- _Exercise objective_:
Pick out every line of the entries below where "weight" occurs, and copy those lines.

Dataset entries START

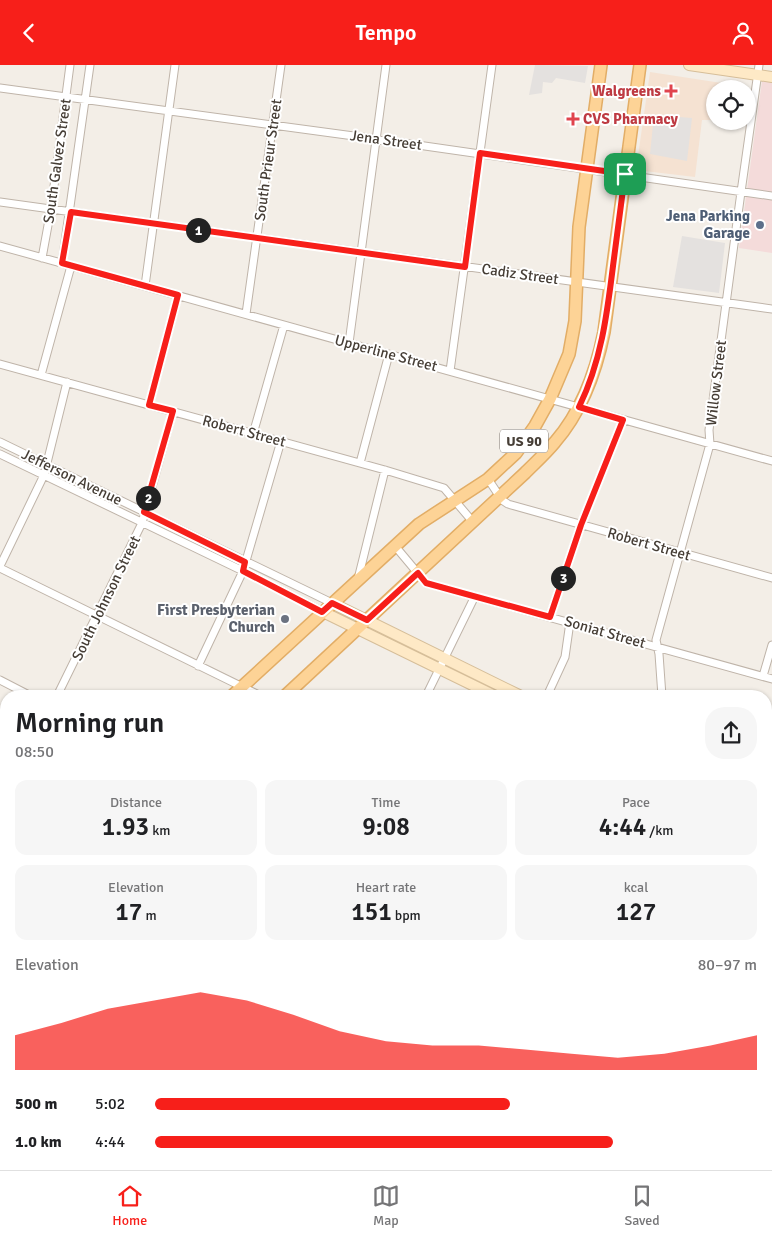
<!DOCTYPE html>
<meta charset="utf-8">
<style>
body{margin:0;font-family:Signika,sans-serif;background:#f6f6f6;color:#202124;height:100vh;display:flex;flex-direction:column;font-size:19px;white-space:nowrap}
*{box-sizing:border-box;margin:0}
p{font-size:16px;color:#757577}
.icon{flex:none;width:28px;height:28px;fill:none;stroke:currentColor;stroke-width:2;stroke-linecap:round;stroke-linejoin:round}
.map{position:relative;flex:1;overflow:hidden}
.panel{position:absolute;left:0px;top:625px;width:772px;height:480px;display:flex;flex-direction:column;background:#fff;border-radius:20px 20px 0 0;box-shadow:0 1px 4px #0004}
.panel>*{flex:none}
.buttons{position:absolute;left:706px;top:15px;display:grid;gap:10px}
.buttons a{display:grid;place-items:center;width:50px;height:50px;border-radius:50%;background:#fff;box-shadow:0 1px 4px #0004;font-size:25px}
.pin{position:absolute;display:grid;place-items:center;width:42px;height:42px;color:#fff;margin:-21px;border-radius:10px;box-shadow:0 2px 8px #0006}
.km{position:absolute;width:25px;height:25px;margin:-12px;border-radius:50%;background:#222;color:#fff;font-size:14px;line-height:25px;text-align:center}
.round{display:grid;place-items:center;flex:none;width:52px;height:52px;border-radius:20px;background:#f6f6f6}
.overview{display:flex;align-items:center;justify-content:space-between;height:85px;padding:0 15px}
h1{font-size:28px;font-weight:600;line-height:38px}
.stats{display:grid;grid-template-columns:repeat(3,1fr);gap:8px;height:85px;padding:5px 15px}
.stats div{display:grid;align-content:center;border-radius:12px;background:#f6f6f6;text-align:center}
.stats b{font-size:25px;font-weight:600}
.stats small{font-size:14px;font-weight:400}
.stats p{font-size:14px}
.chart{height:140px;padding:10px 15px}
.chart p{display:flex;justify-content:space-between}
.chart svg{width:100%;height:90px;margin-top:5px;fill:#f71f1a;opacity:.7}
ul{padding:0 15px;list-style:none;font-size:16px}
li{display:grid;grid-template-columns:80px 60px 1fr;align-items:center;height:38px}
li i{height:12px;border-radius:6px;background:#f71f1a}
header{display:flex;justify-content:space-between;align-items:center;height:65px;padding:0 15px;background:#f71f1a;color:#fff;font-size:22px;font-weight:600}
.tab-bar{display:flex;justify-content:space-around;align-items:center;height:70px;border-top:1px solid #e0e0e0;background:#fff;font-size:14px;color:#757577}
.tab-bar a{display:grid;justify-items:center;gap:2px}
.tab-bar .active{color:#f71f1a}
.map>svg:first-child{display:block}
.commercial{fill:#f5e2d2}
.medical{fill:#f4dbda}
.parking{fill:#e4e1df}
.lines{fill:none;stroke-linecap:round;stroke-linejoin:round}
.street-casing{stroke:#bfb4a9;stroke-width:9}
.secondary-casing{stroke:#d6be99;stroke-width:12}
.primary-casing{stroke:#e2ad66;stroke-width:14}
.street{stroke:#fff;stroke-width:7}
.secondary{stroke:#fee9c6;stroke-width:10}
.primary{stroke:#fdd396;stroke-width:11}
.route-casing{stroke:#fff;stroke-width:10}
.route{stroke:#f71f1a;stroke-width:6}
.health-dot{fill:#e0444e;stroke:#fff;stroke-width:2}
.service-dot{fill:#5c6f8a;stroke:#fff;stroke-width:2}
.worship-dot{fill:#6b7280;stroke:#fff;stroke-width:2}
.labels{text-anchor:middle;dominant-baseline:central;stroke-width:4;stroke-linejoin:round;paint-order:stroke}
.shield{fill:#fff;stroke:#7e7872;stroke-width:1}
.shield-label{font-size:14px;font-weight:bold;fill:#463e36}
.health-label{font-size:15px;font-weight:bold;fill:#be3a42;stroke:#fff;text-anchor:end}
.street-label{font-size:15px;fill:#463e36;stroke:#fff}
.service-label{font-size:15px;font-weight:bold;fill:#4e5e75;stroke:#fff;text-anchor:end}
.worship-label{font-size:15px;font-weight:bold;fill:#5b616d;stroke:#fff;text-anchor:end}
</style>
<header><svg class="icon" aria-label="back" viewBox="0 0 24 24"><path d="M15 5l-7 7 7 7"/></svg>Tempo<svg class="icon" aria-label="person" viewBox="0 0 24 24"><circle cx="12" cy="8" r="4"/><path d="M4 21q1-7 8-7t8 7"/></svg></header>
<div class="map">
<svg width="772" height="1105" viewBox="0 0 772 1105">
<rect width="100%" height="100%" fill="#f3eee7"/>
<path class="commercial" d="M650,7L728,19L727,24H715V55H702L695,112L636,105Z"/>
<path class="medical" d="M762,16L772,17V188L739,183Z"/>
<path class="parking" d="M535,0L588,1L585,18L556,13L552,18L543,17L542,28L529,30Z
M654,50L692,53L687,96L650,89Z
M682,171L725,178L719,228L673,222Z"/>
<g class="lines">
<g class="street-casing">
<path id="street" d="M0,23L376,74L772,131
M0,137L772,244
M0,181L772,396
M42,193L51,144L70,0
M62,198L90,0
M145,221L175,0
M246,249L281,0
M349,278L386,0
M0,299L385,405L444,423L473,457
M450,306L492,0
M41,310L71,201
M149,340L178,230
M253,369L284,260
M0,377L332,538
M0,389L243,506L323,547
M360,398L389,289
M488,414L502,435L508,439L772,513
M395,481L426,518L772,614
M0,501L44,410L67,317
M0,503L261,631
M358,514L385,405
M550,552L581,460L623,355
M198,601L243,506L281,376
M763,611L772,580
M0,615L31,631
M57,631L142,458L173,346
M426,631L475,531
M547,631L565,592L570,557
M662,631L659,589L656,575L710,379L709,365L741,127L759,0
M0,676L6,679
M766,684L772,662
M0,687L6,690
M0,728L6,717
M0,763L6,767
M1,815L3,844L6,857
M766,893L772,881
M0,961L6,966
M766,994L772,996
M766,1075L772,1078
M0,1078L6,1070
M0,1078L6,1083
M26,1099L34,1105
M177,1099L185,1105
M395,1099L405,1105
M705,1099L716,1105
M118,1105L123,1099
M240,1105L245,1099
M381,1105L385,1099
M415,1105L418,1099
M539,1105L543,1099
M670,1105L673,1099"/>
</g>
<g class="secondary-casing">
<path id="secondary" d="M689,0L772,12
M332,538L521,631
M323,547L495,631
M766,752L772,755
M766,764L772,767"/>
</g>
<g class="primary-casing">
<path id="primary" d="M232,631L419,459L488,414L516,388L535,361L550,334L569,289L575,256L579,162L601,0
M285,631L525,408C535,398 546,388 555,377C582,346 596,307 604,267L640,0
M0,816L6,814
M0,845L6,844"/>
</g>
<use href="#street" class="street"/>
<use href="#secondary" class="secondary"/>
<use href="#primary" class="primary"/>
</g>
<g class="lines">
<g class="route-casing">
<path id="route" d="M480,88L625,109C621,140 617,170 613,201C607,250 601,297 579,342L623,355L581,460L550,552L426,518L418,508L367,555L332,538L322,547L243,506L245,497L144,447L173,346L149,340L178,230L62,198L71,147L465,202Z"/>
</g>
<use href="#route" class="route"/>
</g>
<g class="health-dot">
<path d="M668.5 18.5h5v5h5v5h-5v5h-5v-5h-5v-5h5z"/>
<path d="M570.5 46.5h5v5h5v5h-5v5h-5v-5h-5v-5h5z"/>
</g>
<circle class="service-dot" cx="760" cy="160" r="5"/>
<circle class="worship-dot" cx="285" cy="554" r="5"/>
<g class="labels">
<rect class="shield" x="500" y="364.5" width="48" height="23" rx="4"/>
<g class="shield-label">
<text x="524" y="376">US 90</text>
</g>
<g class="health-label">
<text x="661" y="26">Walgreens</text>
<text x="583" y="54" text-anchor="start">CVS Pharmacy</text>
</g>
<g class="street-label">
<text transform="translate(386 75) rotate(8)">Jena Street</text>
<text transform="translate(268 95) rotate(-82)">South Prieur Street</text>
<text transform="translate(57 96) rotate(-82)">South Galvez Street</text>
<text transform="translate(520 209) rotate(8)">Cadiz Street</text>
<text transform="translate(386 288) rotate(15)">Upperline Street</text>
<text transform="translate(716 318) rotate(-83)">Willow Street</text>
<text transform="translate(244 366) rotate(15)">Robert Street</text>
<text transform="translate(72 412) rotate(26)">Jefferson Avenue</text>
<text transform="translate(649 479) rotate(16)">Robert Street</text>
<text transform="translate(106 533) rotate(-64)">South Johnson Street</text>
<text transform="translate(605 567) rotate(16)">Soniat Street</text>
</g>
<g class="service-label">
<text x="750" y="151">Jena Parking<tspan x="750" dy="17">Garage</tspan></text>
</g>
<g class="worship-label">
<text x="275" y="545">First Presbyterian<tspan x="275" dy="17">Church</tspan></text>
</g>
</g>
</svg>
<div class="buttons">
<a><svg class="icon" aria-label="locate" viewBox="0 0 24 24"><circle cx="12" cy="12" r="6"/><path d="M12 2v4M12 18v4M2 12h4M18 12h4"/></svg></a>
</div>
<div class="pin" style="left:625px;top:109px;background:#1e9e55"><svg class="icon" aria-label="arrive" viewBox="0 0 24 24"><path d="M6 21V4h12l-3 4 3 4H6"/></svg></div>
<b class="km" style="left:198px;top:165px">1</b>
<b class="km" style="left:148px;top:433px">2</b>
<b class="km" style="left:563px;top:513px">3</b>
<section class="panel">
<div class="overview"><div><h1>Morning run</h1><p>08:50</p></div><a class="round"><svg class="icon" aria-label="share" viewBox="0 0 24 24"><path d="M12 15V3M7 8l5-5 5 5M5 13v7h14v-7"/></svg></a></div>
<div class="stats">
<div><p>Distance</p><b>1.93<small> km</small></b></div>
<div><p>Time</p><b>9:08</b></div>
<div><p>Pace</p><b>4:44<small> /km</small></b></div>
</div>
<div class="stats">
<div><p>Elevation</p><b>17<small> m</small></b></div>
<div><p>Heart rate</p><b>151<small> bpm</small></b></div>
<div><p>kcal</p><b>127</b></div>
</div>
<div class="chart"><p><span>Elevation</span>80–97 m</p>
<svg viewBox="0 0 160 44" preserveAspectRatio="none"><path d="M0 44V27L10 21L20 14L30 10L40 6L50 10L60 17L70 25L80 30L90 32L100 32L110 34L120 36L130 38L140 36L150 32L160 27V44z"/></svg>
</div>
<ul>
<li><b>500 m</b>5:02<i style="width:59%"></i></li>
<li><b>1.0 km</b>4:44<i style="width:76%"></i></li>
</ul>
</section>
</div>
<nav class="tab-bar">
<a class="active"><svg class="icon" aria-label="home" viewBox="0 0 24 24"><path d="M3 11l9-7 9 7M6 9v11h12V9"/></svg>Home</a>
<a><svg class="icon" aria-label="map" viewBox="0 0 24 24"><path d="M3 6l6-2 6 2 6-2v14l-6 2-6-2-6 2zM9 4v14M15 6v14"/></svg>Map</a>
<a><svg class="icon" aria-label="saved" viewBox="0 0 24 24"><path d="M7 4h10v16l-5-4-5 4z"/></svg>Saved</a>
</nav>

Dataset entries END

- _Answer space_:
h1{font-size:28px;font-weight:600;line-height:38px}
.stats b{font-size:25px;font-weight:600}
.stats small{font-size:14px;font-weight:400}
header{display:flex;justify-content:space-between;align-items:center;height:65px;padding:0 15px;background:#f71f1a;color:#fff;font-size:22px;font-weight:600}
.shield-label{font-size:14px;font-weight:bold;fill:#463e36}
.health-label{font-size:15px;font-weight:bold;fill:#be3a42;stroke:#fff;text-anchor:end}
.service-label{font-size:15px;font-weight:bold;fill:#4e5e75;stroke:#fff;text-anchor:end}
.worship-label{font-size:15px;font-weight:bold;fill:#5b616d;stroke:#fff;text-anchor:end}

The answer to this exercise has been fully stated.